Neden netleştirmezsiniz ey Selefi ulemaları, ey Ezher-i ulemaları? Bunu neden söylemezsiniz? Bunu çok netleştirin istiyoruz. O cahiller, “Çalışmazsak nasıl yaşayacağız?” diye sorarlar. Bu en aşağı seviyedeki insanlardır. Onların anlayışları hayvanların anlayışındadır, asla yükselmez. Ama şimdi bütün dünya insanları çalışmazlarsa yaşayamadıklarını düşünürler. Ve onlara söylüyorum; Selefi ulemaları, söyleyin. Cenâb-ı Hak gökleri kapatırsa, yağmur olmazsa hayatınız nasıl devam eder? Yağmur yağmazsa işleriniz sizi hayatta tutar mı? Bunu insanlara netleştirin ey Selefi ulemaları. Cenâb-ı Allah Subhanehu ve Teâlâ’nın Rezzak olduğunu söyleyin. Ve İsa (a.s)’ ne cevap verdi?

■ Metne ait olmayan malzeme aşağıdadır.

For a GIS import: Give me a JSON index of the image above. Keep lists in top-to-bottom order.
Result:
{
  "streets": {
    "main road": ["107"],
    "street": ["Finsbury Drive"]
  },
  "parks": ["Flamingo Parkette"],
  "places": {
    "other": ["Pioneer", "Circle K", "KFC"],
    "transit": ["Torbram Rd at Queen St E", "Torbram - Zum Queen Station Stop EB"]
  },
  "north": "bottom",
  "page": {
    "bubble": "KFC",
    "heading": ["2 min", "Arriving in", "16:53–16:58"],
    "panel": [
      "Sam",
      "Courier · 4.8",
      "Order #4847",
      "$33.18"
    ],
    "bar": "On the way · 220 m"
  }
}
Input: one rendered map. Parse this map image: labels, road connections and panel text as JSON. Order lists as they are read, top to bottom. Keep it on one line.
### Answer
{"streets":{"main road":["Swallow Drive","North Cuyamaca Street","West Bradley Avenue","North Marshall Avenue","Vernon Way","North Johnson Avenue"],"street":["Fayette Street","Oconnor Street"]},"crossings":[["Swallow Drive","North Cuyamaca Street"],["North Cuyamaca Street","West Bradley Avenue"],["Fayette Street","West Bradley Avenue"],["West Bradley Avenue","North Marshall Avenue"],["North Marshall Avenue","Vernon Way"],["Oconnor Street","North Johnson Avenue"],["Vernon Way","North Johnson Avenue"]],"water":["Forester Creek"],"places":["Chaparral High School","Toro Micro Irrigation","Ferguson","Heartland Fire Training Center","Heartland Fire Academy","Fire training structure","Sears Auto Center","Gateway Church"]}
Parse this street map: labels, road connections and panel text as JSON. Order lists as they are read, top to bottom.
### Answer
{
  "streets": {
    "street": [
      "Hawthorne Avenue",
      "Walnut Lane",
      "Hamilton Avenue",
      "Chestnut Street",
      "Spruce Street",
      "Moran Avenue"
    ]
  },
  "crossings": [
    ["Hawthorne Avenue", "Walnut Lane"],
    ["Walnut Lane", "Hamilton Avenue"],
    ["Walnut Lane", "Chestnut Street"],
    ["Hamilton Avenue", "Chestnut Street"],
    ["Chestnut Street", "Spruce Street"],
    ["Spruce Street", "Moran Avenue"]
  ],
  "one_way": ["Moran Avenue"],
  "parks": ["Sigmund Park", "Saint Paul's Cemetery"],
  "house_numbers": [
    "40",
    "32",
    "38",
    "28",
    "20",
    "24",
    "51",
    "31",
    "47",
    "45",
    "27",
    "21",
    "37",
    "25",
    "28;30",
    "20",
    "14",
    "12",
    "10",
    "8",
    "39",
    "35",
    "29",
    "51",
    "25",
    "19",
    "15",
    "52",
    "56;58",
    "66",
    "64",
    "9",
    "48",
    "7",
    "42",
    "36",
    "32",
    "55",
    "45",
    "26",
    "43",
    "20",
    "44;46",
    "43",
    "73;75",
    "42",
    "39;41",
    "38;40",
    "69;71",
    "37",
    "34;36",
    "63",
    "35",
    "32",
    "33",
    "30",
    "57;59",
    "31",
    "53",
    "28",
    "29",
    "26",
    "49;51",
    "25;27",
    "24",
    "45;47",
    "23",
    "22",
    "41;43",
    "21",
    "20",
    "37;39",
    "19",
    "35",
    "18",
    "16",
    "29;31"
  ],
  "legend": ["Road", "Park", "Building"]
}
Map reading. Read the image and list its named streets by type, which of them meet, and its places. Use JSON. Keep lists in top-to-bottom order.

قَالَ عِيسَى ٱبۡنُ مَرۡيَمَ ٱللَّهُمَّ رَبَّنَآ أَنزِلۡ عَلَيۡنَا مَآٮِٕدَةً۬ مِّنَ ٱلسَّمَآءِ تَكُونُ لَنَا عِيدً۬ا لِّأَوَّلِنَا وَءَاخِرِنَا (Maide:114)

<>

İsa (a.s.) Rabbinden istedi: Ey Rabbim, bize gönder. Cenâb-ı Hakkın tepsileri doğudan batıya, kuzeyden güney’edir, bunu nasıl söylersiniz? Yediğimiz tepsiler kimdendir? Başkasından mı? Allahu Ekber Allahu Ekber. Ve İsa (a.s.) onların anlayış seviyelerine göre konuştu ve aşağı inip onlara baktı. Hakikatte tepsiler geldi. Hergün kimin tepsisinden yiyorsunuz ey cahiller? Bu havarileri de bombalamak için. SubhanAllah Elhamdülillah Ve La İlahe İllallahu Ekber Ve La Hâvle Vela Kuvvete İlla Billâhil Aliyil Aziym.

Fatiha.

Aman Ya Rabbi. Tövbe Ya Rabbi. Tövbe Estağfurullah Tövbe Ya Rabbi.

(40 dakika.)

(1198 000)

İnsanlar anlamalılar, anlamalılar. Bu okyanuslar gibidir. Daha fazla konuşamayız taşıyamam, bedenim taşıyamaz. Allahu Ekber Allahu Ekber-ul Ekber. Tövbe Ya Rabbi Tövbe Ya Rabbi Tövbe Estağfurullah.